==== TASK MATERIAL ====

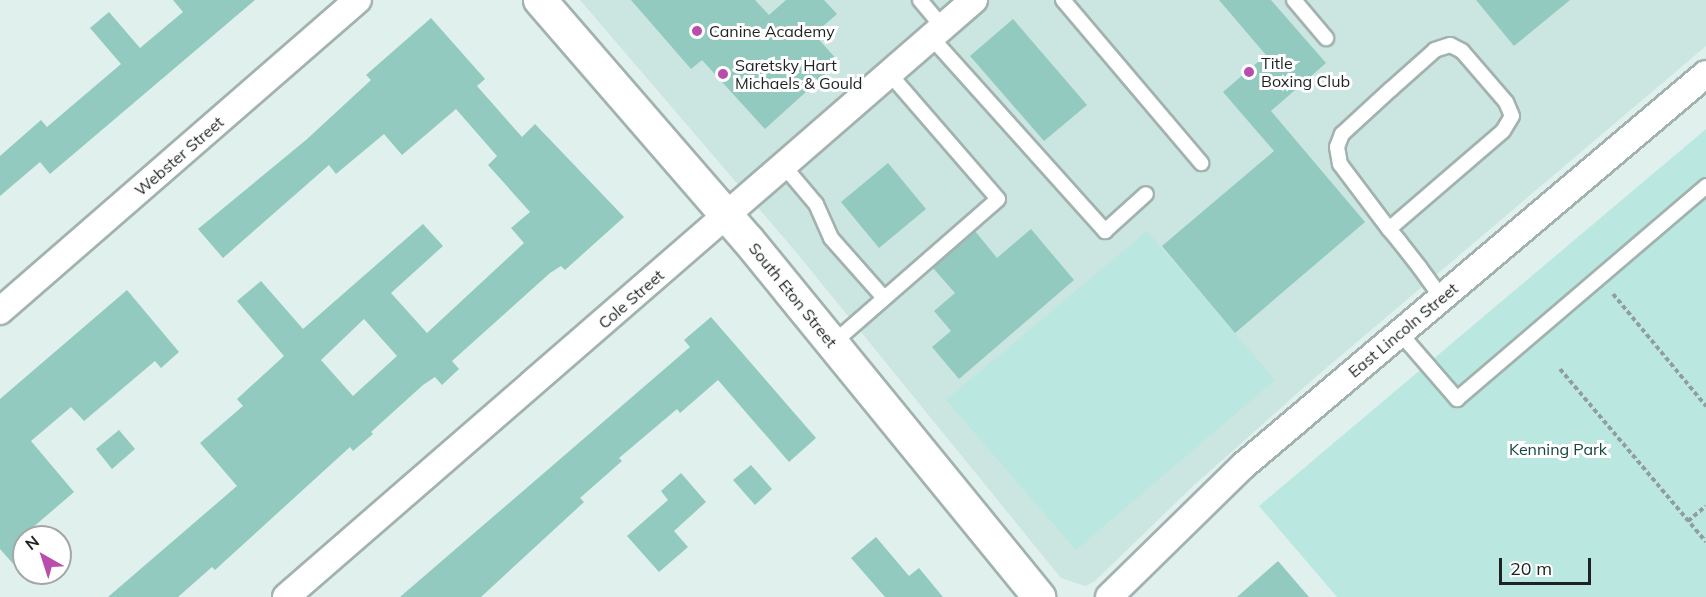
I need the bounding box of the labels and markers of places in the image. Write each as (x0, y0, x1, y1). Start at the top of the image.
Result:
place label: Canine Academy (709, 21, 835, 41)
marker: Canine Academy (690, 24, 704, 38)
place label: Title Boxing Club (1261, 53, 1350, 91)
place label: Saretsky Hart Michaels & Gould (735, 55, 862, 93)
marker: Title Boxing Club (1242, 65, 1256, 79)
marker: Saretsky Hart Michaels & Gould (716, 67, 730, 81)

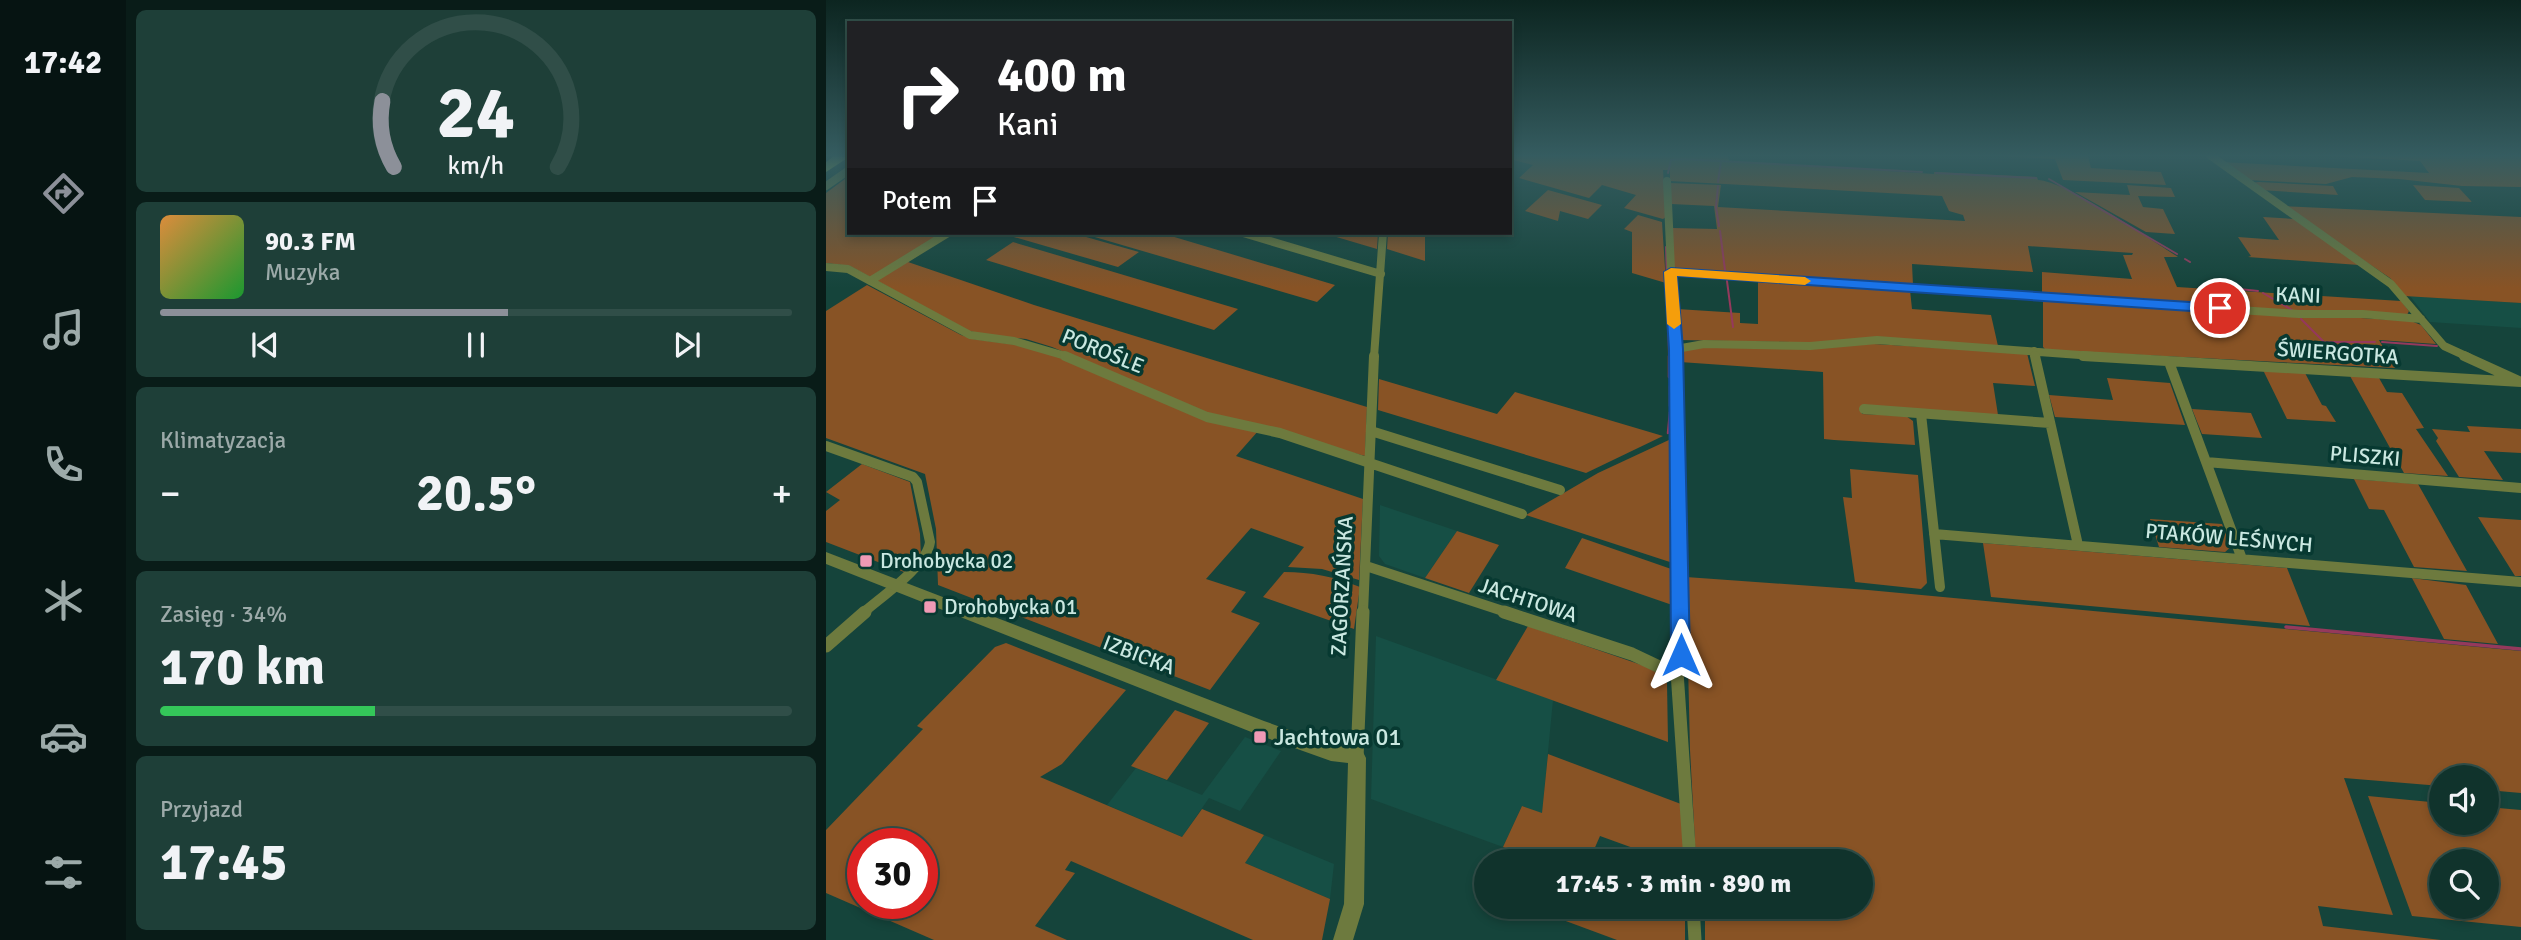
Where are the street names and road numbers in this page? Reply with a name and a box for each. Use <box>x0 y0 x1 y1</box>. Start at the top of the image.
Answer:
street label: KANI <box>2275 281 2321 309</box>
street label: POROŚLE <box>1058 323 1148 379</box>
street label: ŚWIERGOTKA <box>2276 336 2400 370</box>
street label: PLISZKI <box>2329 440 2401 472</box>
street label: ZAGÓRZAŃSKA <box>1325 515 1359 657</box>
street label: PTAKÓW LEŚNYCH <box>2144 518 2314 558</box>
street label: JACHTOWA <box>1475 572 1581 628</box>
street label: IZBICKA <box>1099 629 1179 681</box>

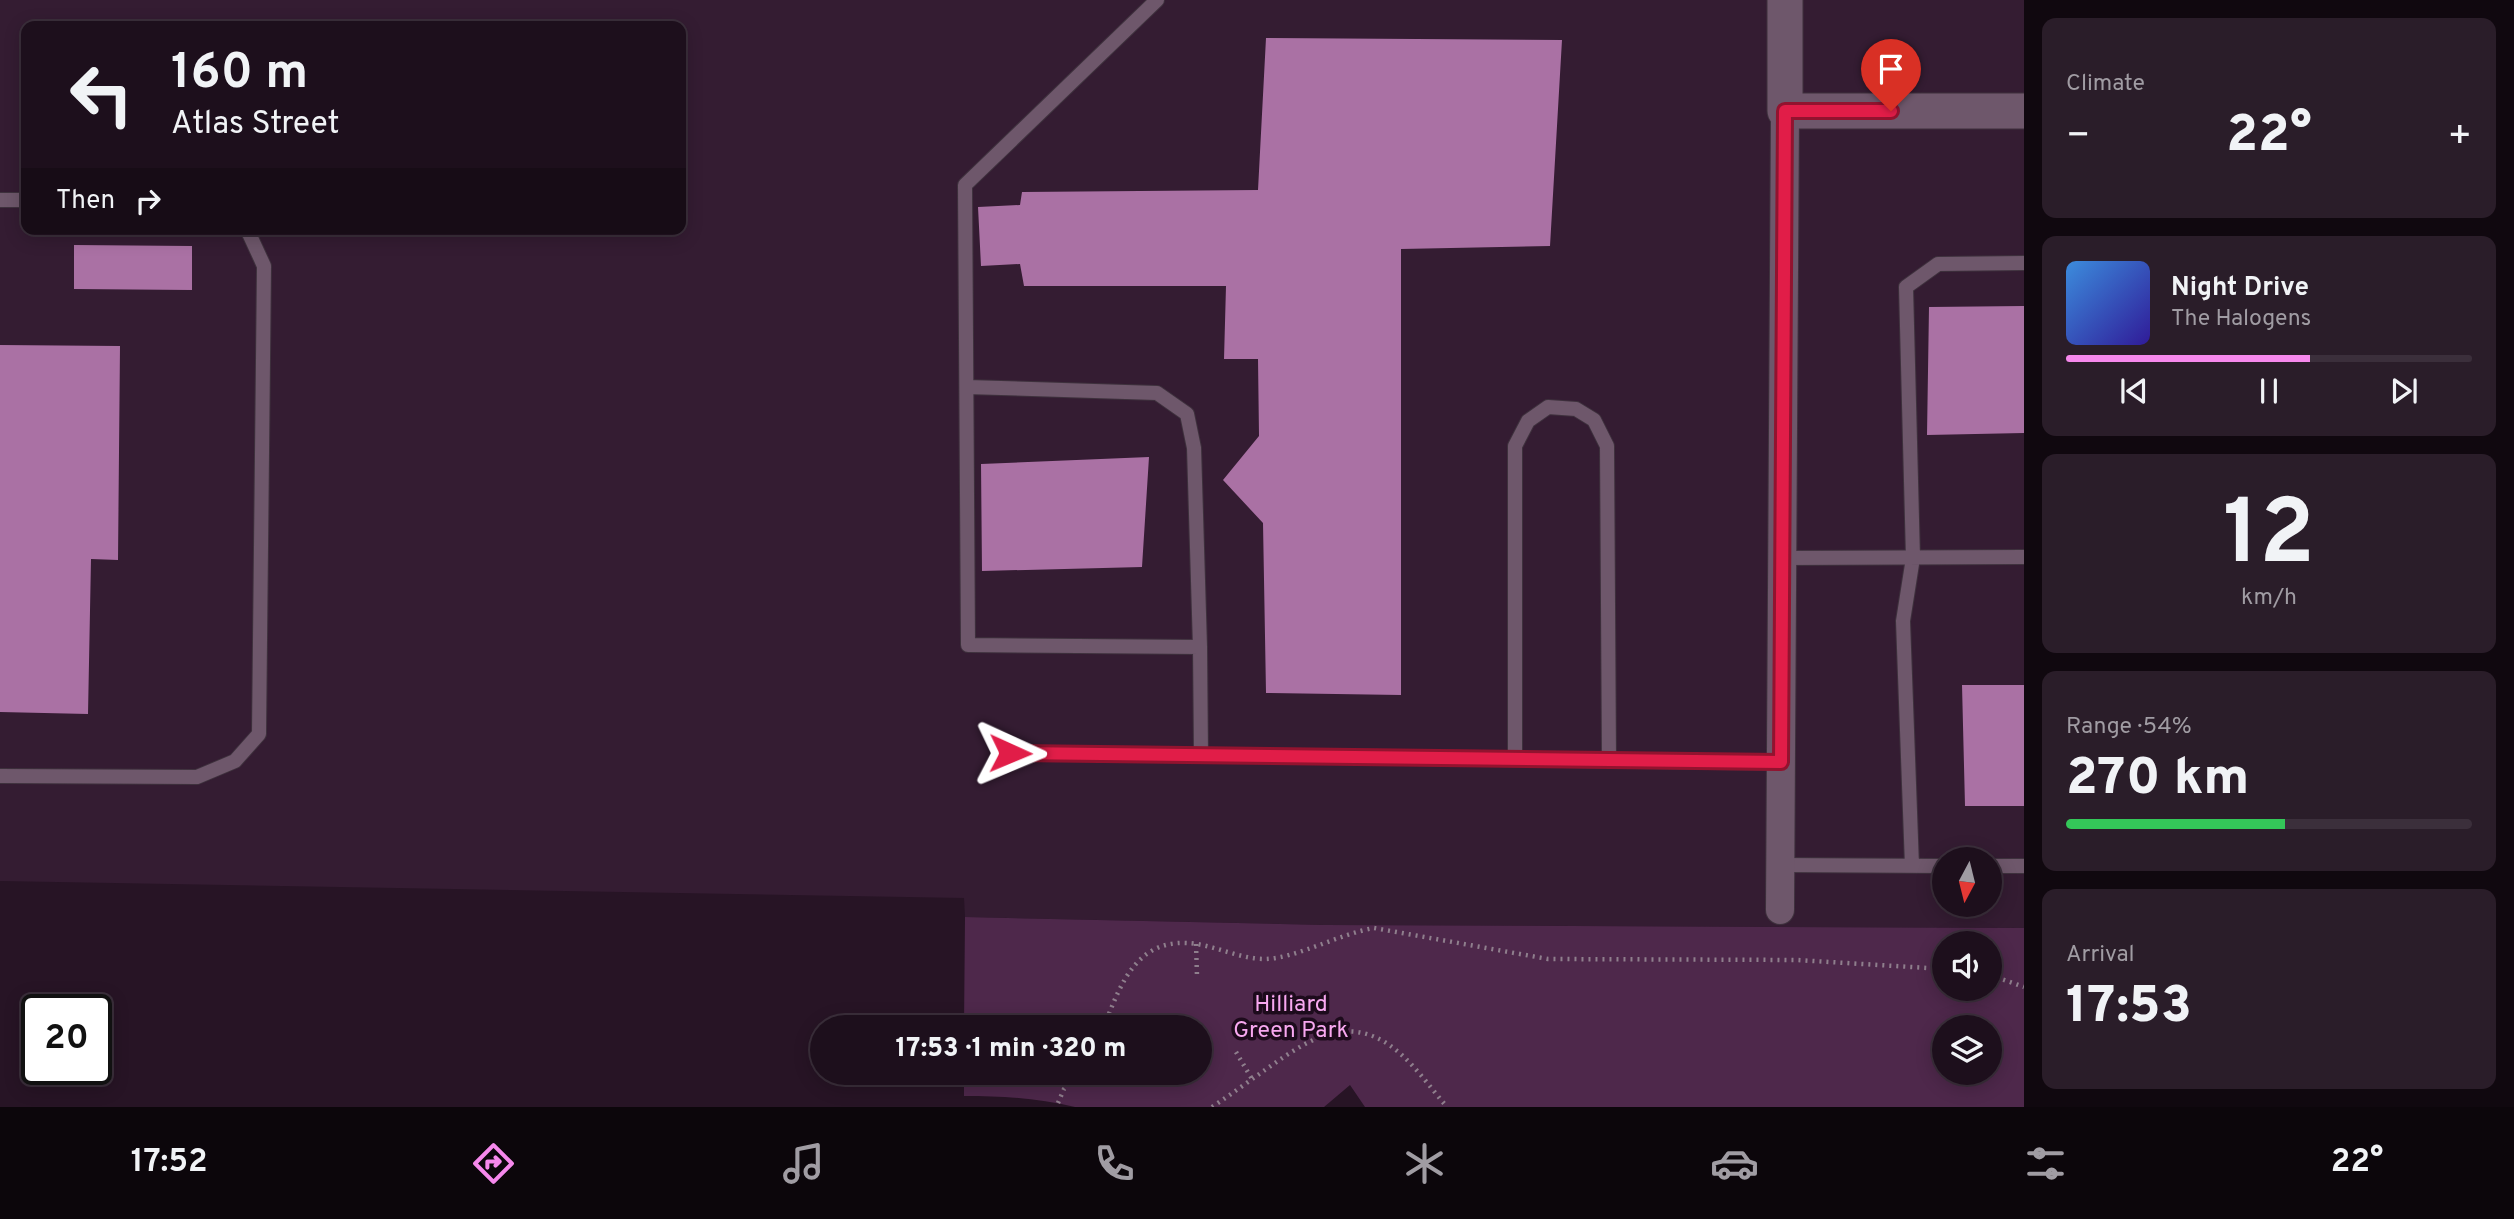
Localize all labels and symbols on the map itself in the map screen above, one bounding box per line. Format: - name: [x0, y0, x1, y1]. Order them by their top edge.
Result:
- pin: [1861, 39, 1921, 111]
- position arrow: [973, 716, 1047, 790]
- north arrow: [1932, 847, 2002, 917]
- park label: Hilliard Green Park: [1233, 991, 1349, 1046]
- speed limit sign: 20: [21, 994, 112, 1085]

====

**TASK STATEMENT**
Output the records above character for character, but leave each image out.

**WRITTEN REPLY**
I need the bounding box of the labels and markers of places in the image. Write each as (x0, y0, x1, y1). Start at the top of the image.
Result:
place label: Canine Academy (709, 21, 835, 41)
marker: Canine Academy (690, 24, 704, 38)
place label: Title Boxing Club (1261, 53, 1350, 91)
place label: Saretsky Hart Michaels & Gould (735, 55, 862, 93)
marker: Title Boxing Club (1242, 65, 1256, 79)
marker: Saretsky Hart Michaels & Gould (716, 67, 730, 81)

Where are the street names and road numbers in this page? Reply with a name and a box for each. Use <box>x0 y0 x1 y1</box>. Start at the top of the image.
Answer:
street label: KANI <box>2275 281 2321 309</box>
street label: POROŚLE <box>1058 323 1148 379</box>
street label: ŚWIERGOTKA <box>2276 336 2400 370</box>
street label: PLISZKI <box>2329 440 2401 472</box>
street label: ZAGÓRZAŃSKA <box>1325 515 1359 657</box>
street label: PTAKÓW LEŚNYCH <box>2144 518 2314 558</box>
street label: JACHTOWA <box>1475 572 1581 628</box>
street label: IZBICKA <box>1099 629 1179 681</box>

Localize all labels and symbols on the map itself in the map screen above, one bounding box per line. Format: - name: [x0, y0, x1, y1]. Order them by their top edge.
Result:
- pin: [1861, 39, 1921, 111]
- position arrow: [973, 716, 1047, 790]
- north arrow: [1932, 847, 2002, 917]
- park label: Hilliard Green Park: [1233, 991, 1349, 1046]
- speed limit sign: 20: [21, 994, 112, 1085]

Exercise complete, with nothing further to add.